● Dataset
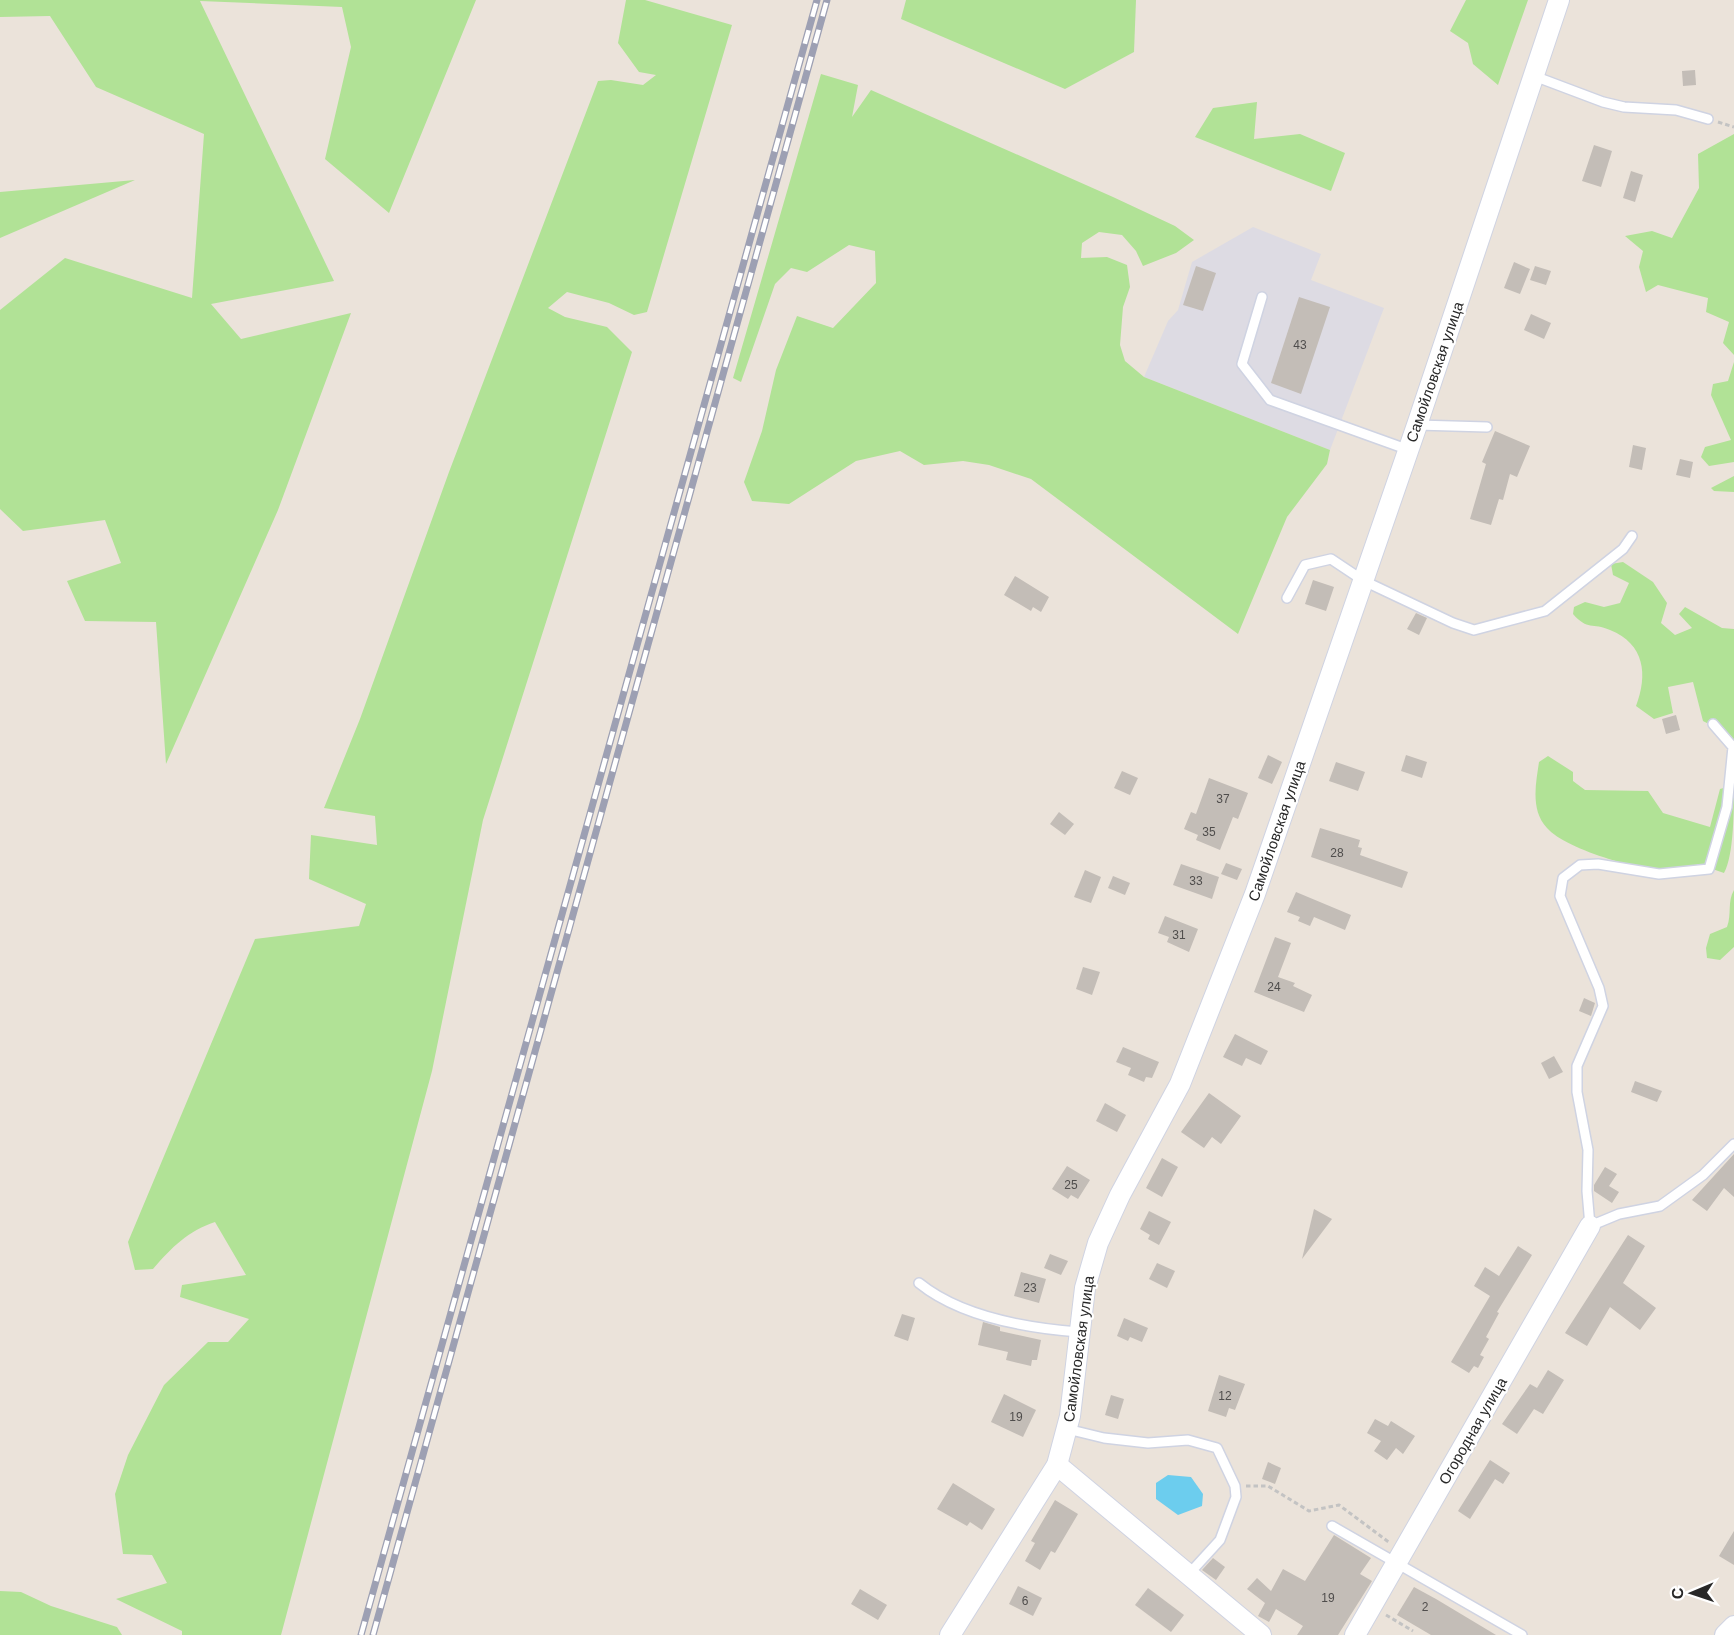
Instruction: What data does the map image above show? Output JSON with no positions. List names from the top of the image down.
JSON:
{
  "streets": {
    "street": ["Самойловская улица", "Огородная улица"]
  },
  "house_numbers": [
    "43",
    "37",
    "35",
    "28",
    "33",
    "31",
    "24",
    "25",
    "23",
    "12",
    "19",
    "19",
    "6",
    "2"
  ],
  "north": "left"
}
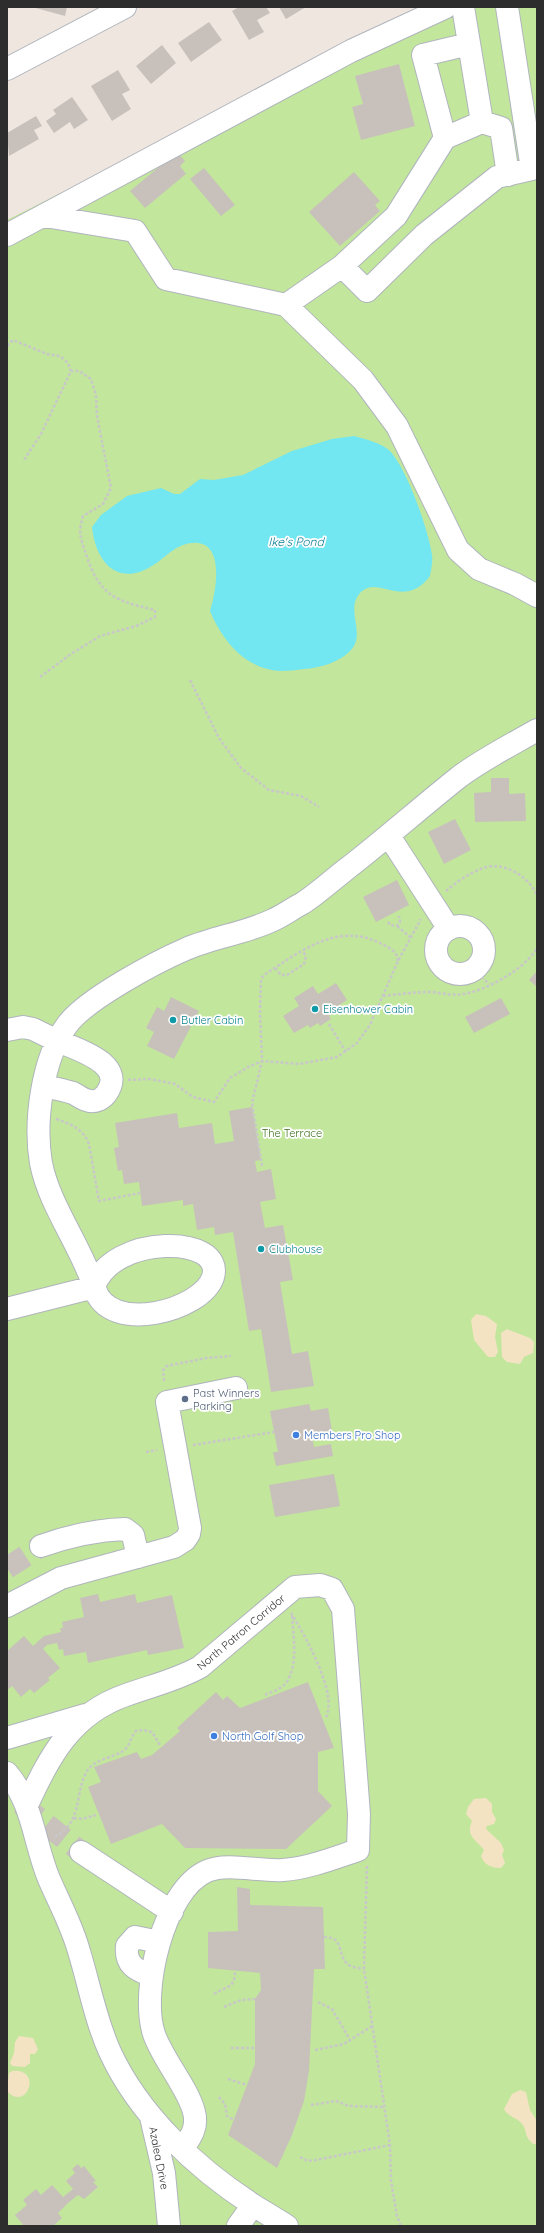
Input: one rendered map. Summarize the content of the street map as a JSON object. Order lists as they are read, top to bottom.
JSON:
{
  "streets": {
    "street": ["North Patron Corridor", "Azalea Drive"]
  },
  "water": ["Ike's Pond"],
  "parks": ["The Terrace"],
  "places": [
    "Eisenhower Cabin",
    "Butler Cabin",
    "Clubhouse",
    "Past Winners Parking",
    "Members Pro Shop",
    "North Golf Shop"
  ]
}
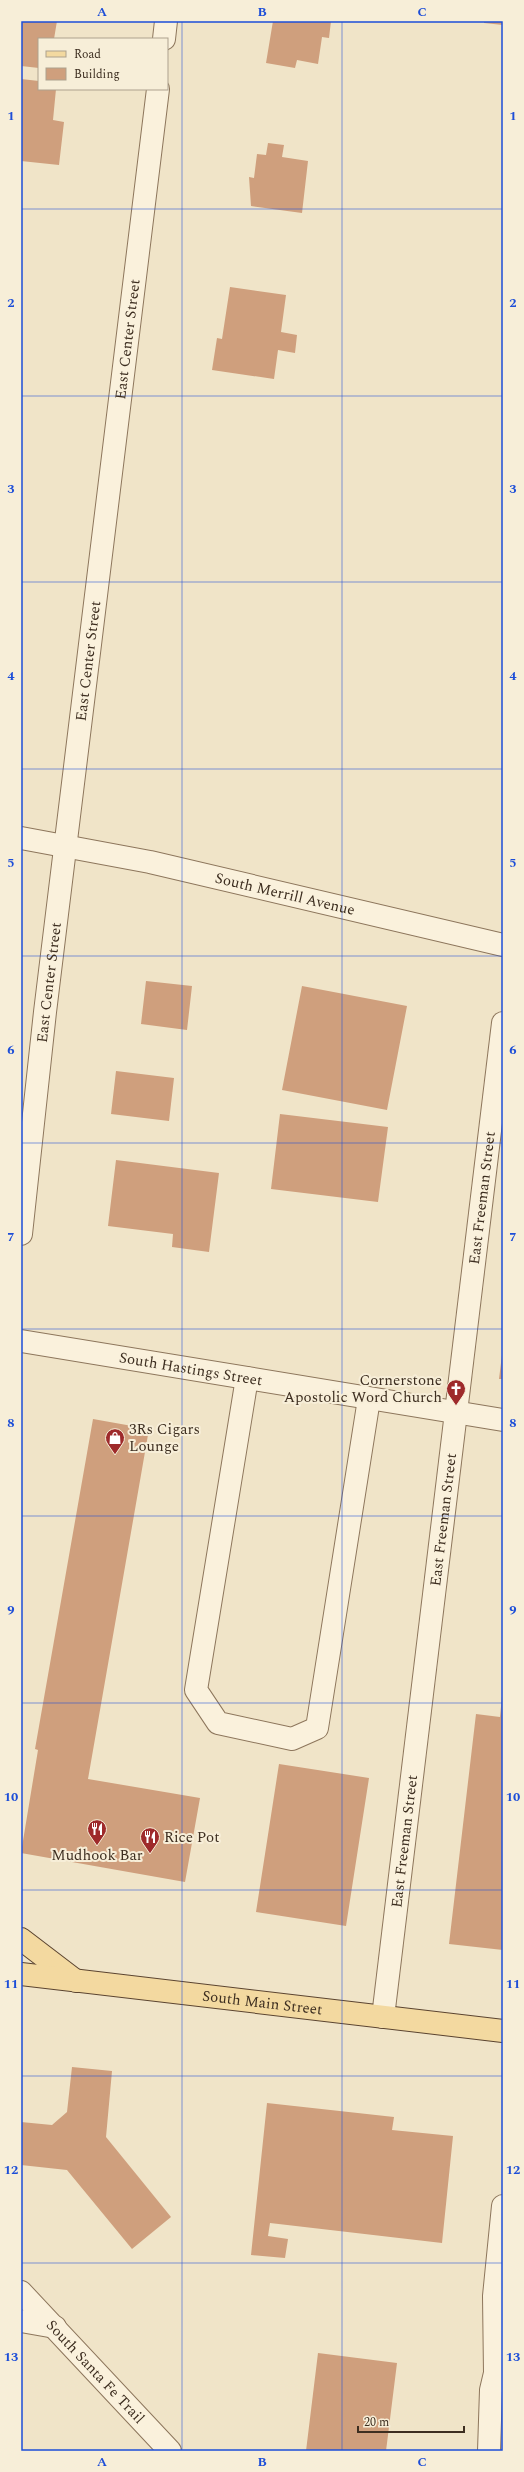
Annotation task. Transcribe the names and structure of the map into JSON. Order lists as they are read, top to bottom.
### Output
{
  "streets": {
    "main road": ["South Main Street"],
    "street": [
      "East Center Street",
      "South Merrill Avenue",
      "East Freeman Street",
      "South Hastings Street",
      "South Santa Fe Trail"
    ]
  },
  "crossings": [
    ["East Center Street", "South Merrill Avenue"],
    ["East Freeman Street", "South Hastings Street"],
    ["East Freeman Street", "South Main Street"]
  ],
  "places": {
    "church": ["Cornerstone Apostolic Word Church"],
    "shop": ["3Rs Cigars Lounge"],
    "restaurant": ["Mudhook Bar", "Rice Pot"]
  },
  "legend": ["Road", "Building"],
  "scale_bar": "20 m",
  "grid": {
    "columns": ["A", "B", "C"],
    "rows": [
      "1",
      "2",
      "3",
      "4",
      "5",
      "6",
      "7",
      "8",
      "9",
      "10",
      "11",
      "12",
      "13"
    ]
  }
}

● Exercise details
Reproduce verbatim the lines of the material above, beginning with its first line and ending with the line that contains "Annotation task. Transcribe"; skip pictures.

● Final answer
Instruction: What data does the map image above show? Output JSON with no positions. List names from the top of the image down.
JSON:
{
  "streets": {
    "street": ["Самойловская улица", "Огородная улица"]
  },
  "house_numbers": [
    "43",
    "37",
    "35",
    "28",
    "33",
    "31",
    "24",
    "25",
    "23",
    "12",
    "19",
    "19",
    "6",
    "2"
  ],
  "north": "left"
}
Input: one rendered map. Summarize the content of the street map as a JSON object. Order lists as they are read, top to bottom.
JSON:
{
  "streets": {
    "street": ["North Patron Corridor", "Azalea Drive"]
  },
  "water": ["Ike's Pond"],
  "parks": ["The Terrace"],
  "places": [
    "Eisenhower Cabin",
    "Butler Cabin",
    "Clubhouse",
    "Past Winners Parking",
    "Members Pro Shop",
    "North Golf Shop"
  ]
}
Annotation task. Transcribe the names and structure of the map into JSON. Order lists as they are read, top to bottom.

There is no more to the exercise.